Al poco tiempo de lo ocurrido fue cuando comenzaron los acosos, la intimidación y las coacciones y amenazas por parte de Vodafone: “es increíble, al principio no hay nadie que te atienda cuando tienes un problema –momento en el que puede ser solucionado sin llegar a instancias mayores- y después –una vez llegados a este punto de sentencias- se gastan un dineral para que te coaccionen y te amenacen”. Y por si fuera poco, pasados unos meses, Vodafone le cortó la línea móvil impidiéndole realizar llamadas, motivo por el que el cliente se dio de baja en todos los servicios de esta compañía y decidió darse de alta en otra pero aun así, tuvo que seguir aguantando llamadas de la antigua compañía en las que le preguntaban qué podían hacer para volver a tenerle como cliente.

Por su parte, Vodafone asegura que cualquier queja, reclamación o duda que puedan tener los usuarios es solucionada gracias a los trabajadores del departamento de atención al cliente o a través de un número de fax que también suelen ofrecer para poder resolver cualquier problema.

Un año después la situación continúa

Todo esto ocurre en diciembre de 2013, hace ya más de un año, y todavía dicho usuario sigue recibiendo llamadas y cartas amenazantes que le auguran el peor de los destinos sino paga la cuantía que le piden y que no generan otra cosa que un "efecto demoledor" en aquellas personas que pasan por la misma situación. Tal y como explica el cliente “se trata de un comportamiento propio de una mafia pero lo que más me sorprende de todo es que siendo una empresa con tantos beneficios como Vodafone, no tenga a nadie que pueda atender al usuario en estos casos”.

La finalidad de dicha demanda contra Vodafone no es económica ya que la cantidad solicitada por el afectado irá destinada a la organización Médicos Sin Fronteras, aun así, es importante que este tipo de prácticas se difundan porque el hacerlas públicas seguramente sea "lo único que puede hacer cambiar la actitud de estas grandes empresas", asegura este consumidor.

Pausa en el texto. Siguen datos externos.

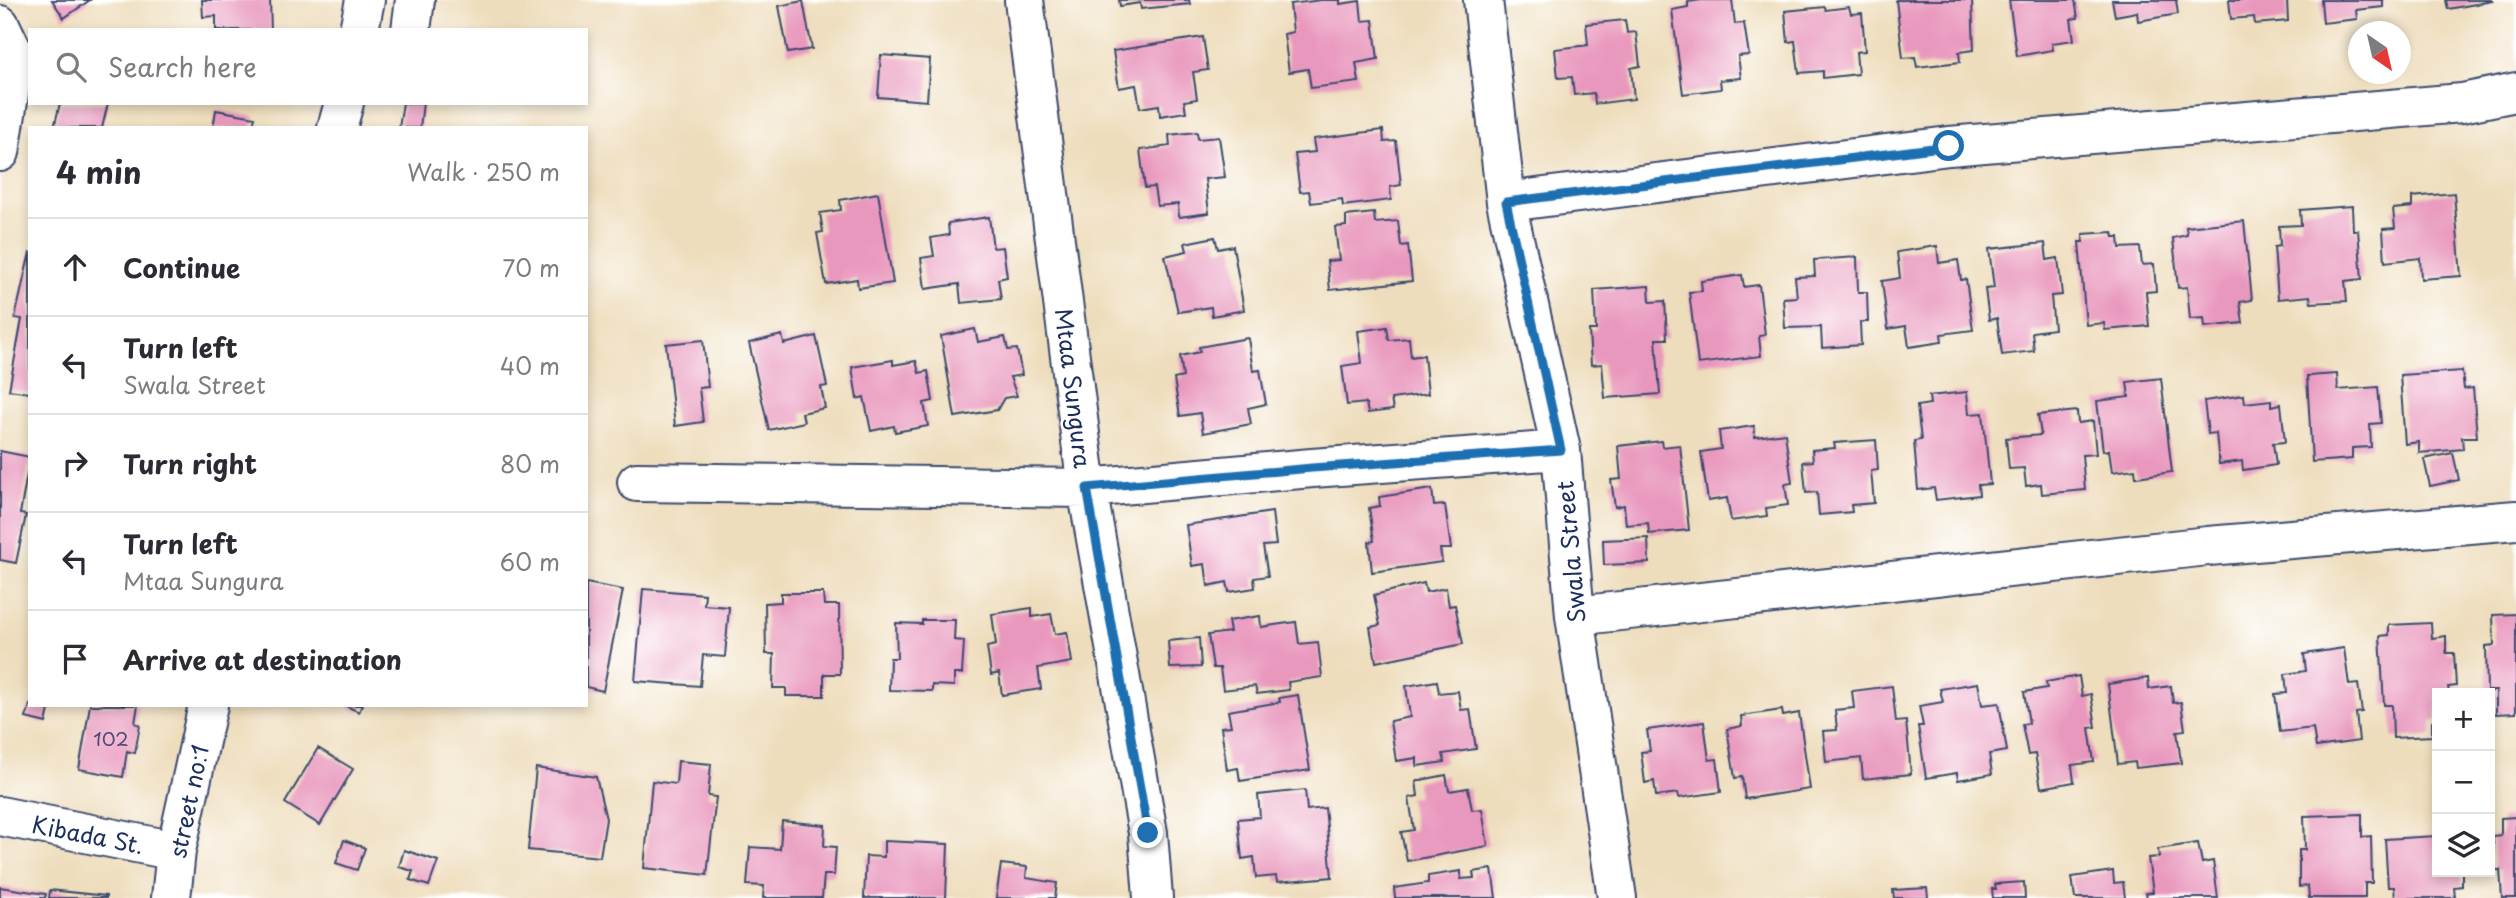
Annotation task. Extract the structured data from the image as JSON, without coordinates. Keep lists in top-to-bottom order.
{
  "streets": {
    "street": [
      "Mtaa Sungura",
      "Swala Street",
      "street no:1",
      "Kibada St."
    ]
  },
  "crossings": [
    ["street no:1", "Kibada St."]
  ],
  "house_numbers": ["102"],
  "north": "bottom right",
  "page": {
    "search": "Search here",
    "heading": ["4 min", "Walk · 250 m"],
    "list": [
      ["Continue", "70 m"],
      ["Turn left", "Swala Street", "40 m"],
      ["Turn right", "80 m"],
      ["Turn left", "Mtaa Sungura", "60 m"],
      "Arrive at destination"
    ],
    "map_buttons": ["+", "−"]
  }
}
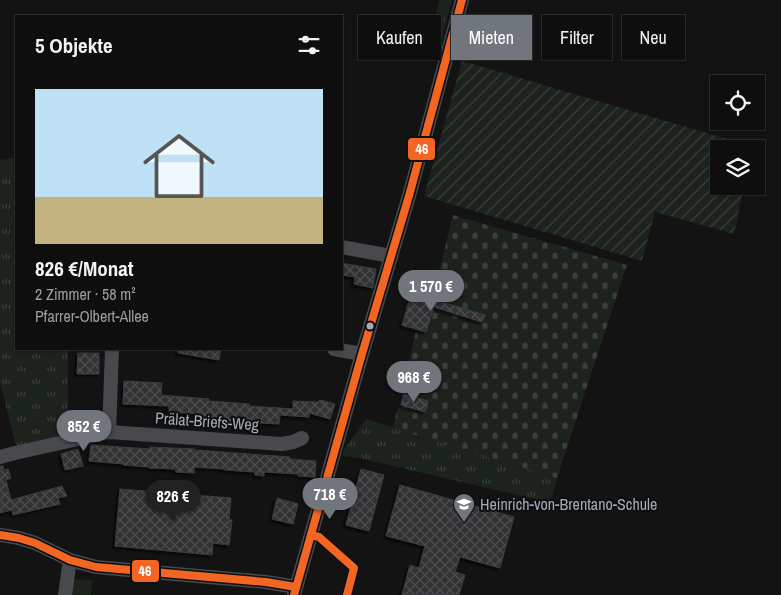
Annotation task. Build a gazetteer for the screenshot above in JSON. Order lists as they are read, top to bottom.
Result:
{
  "streets": {
    "street": ["Prälat-Briefs-Weg"]
  },
  "places": {
    "school or university": ["Heinrich-von-Brentano-Schule"]
  },
  "lines": ["transit line 46"],
  "page": {
    "chip": [
      "Kaufen",
      "Mieten",
      "Filter",
      "Neu"
    ],
    "heading": "5 Objekte",
    "list": [
      {
        "name": "826 €/Monat",
        "note": "2 Zimmer · 58 m² · Pfarrer-Olbert-Allee"
      }
    ],
    "price": [
      "1 570 €",
      "968 €",
      "852 €",
      "718 €",
      "826 €"
    ]
  }
}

Vodafone es el operador peor valorado por sus clientes

Resulta alarmante que el sector de las telecomunicaciones, al que pertenecen grandes empresas como Vodafone, sea uno de los que más beneficios generan -por su gran cantidad de usuarios- pero, a la vez, sea uno de los ámbitos con mayor número de quejas y reclamaciones por parte de los consumidores.

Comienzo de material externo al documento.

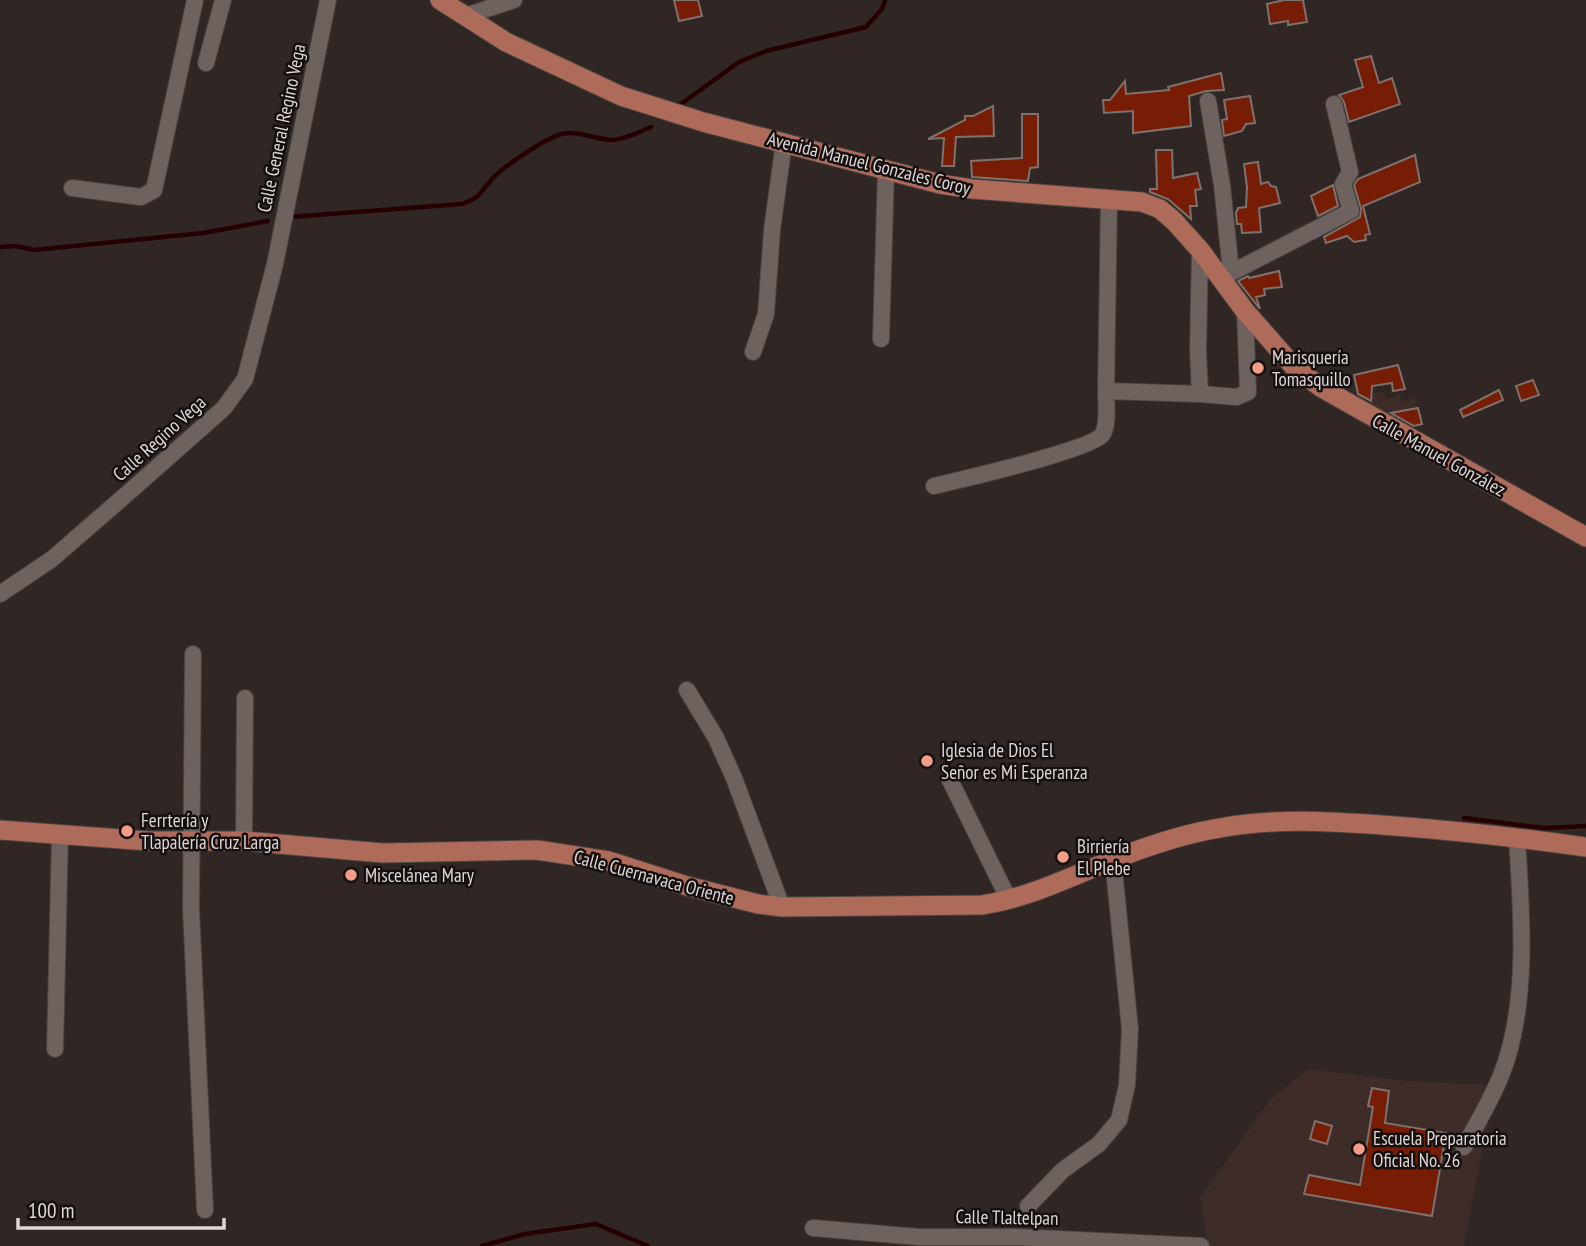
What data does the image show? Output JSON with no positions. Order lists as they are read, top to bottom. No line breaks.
{"streets":{"main road":["Avenida Manuel Gonzales Coroy","Calle Manuel González","Calle Cuernavaca Oriente"],"street":["Calle General Regino Vega","Calle Regino Vega","Calle Tlaltelpan"]},"crossings":[["Calle General Regino Vega","Calle Regino Vega"],["Avenida Manuel Gonzales Coroy","Calle Manuel González"]],"places":["Marisquería Tomasquillo","Iglesia de Dios El Señor es Mi Esperanza","Ferrtería y Tlapalería Cruz Larga","Birriería El Plebe","Miscelánea Mary","Escuela Preparatoria Oficial No. 26"],"scale_bar":"100 m"}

Vodafone ha sido este año, por segundo consecutivo, una de las nominadas a “peor empresa del año”, premios que desde 2010 lleva organizando la asociación de consumidores FACUA y que demuestran el descontento que existe por parte de los usuarios con este tipo de empresas. Sus irregularidades, ofertas engañosas y carencias de información a los usuarios son algunas de las prácticas que seguramente hayan hecho a Vodafone optar a este galardón y ser el operador de telecomunicaciones móviles peor valorado por sus clientes, tal y como explica FACUA.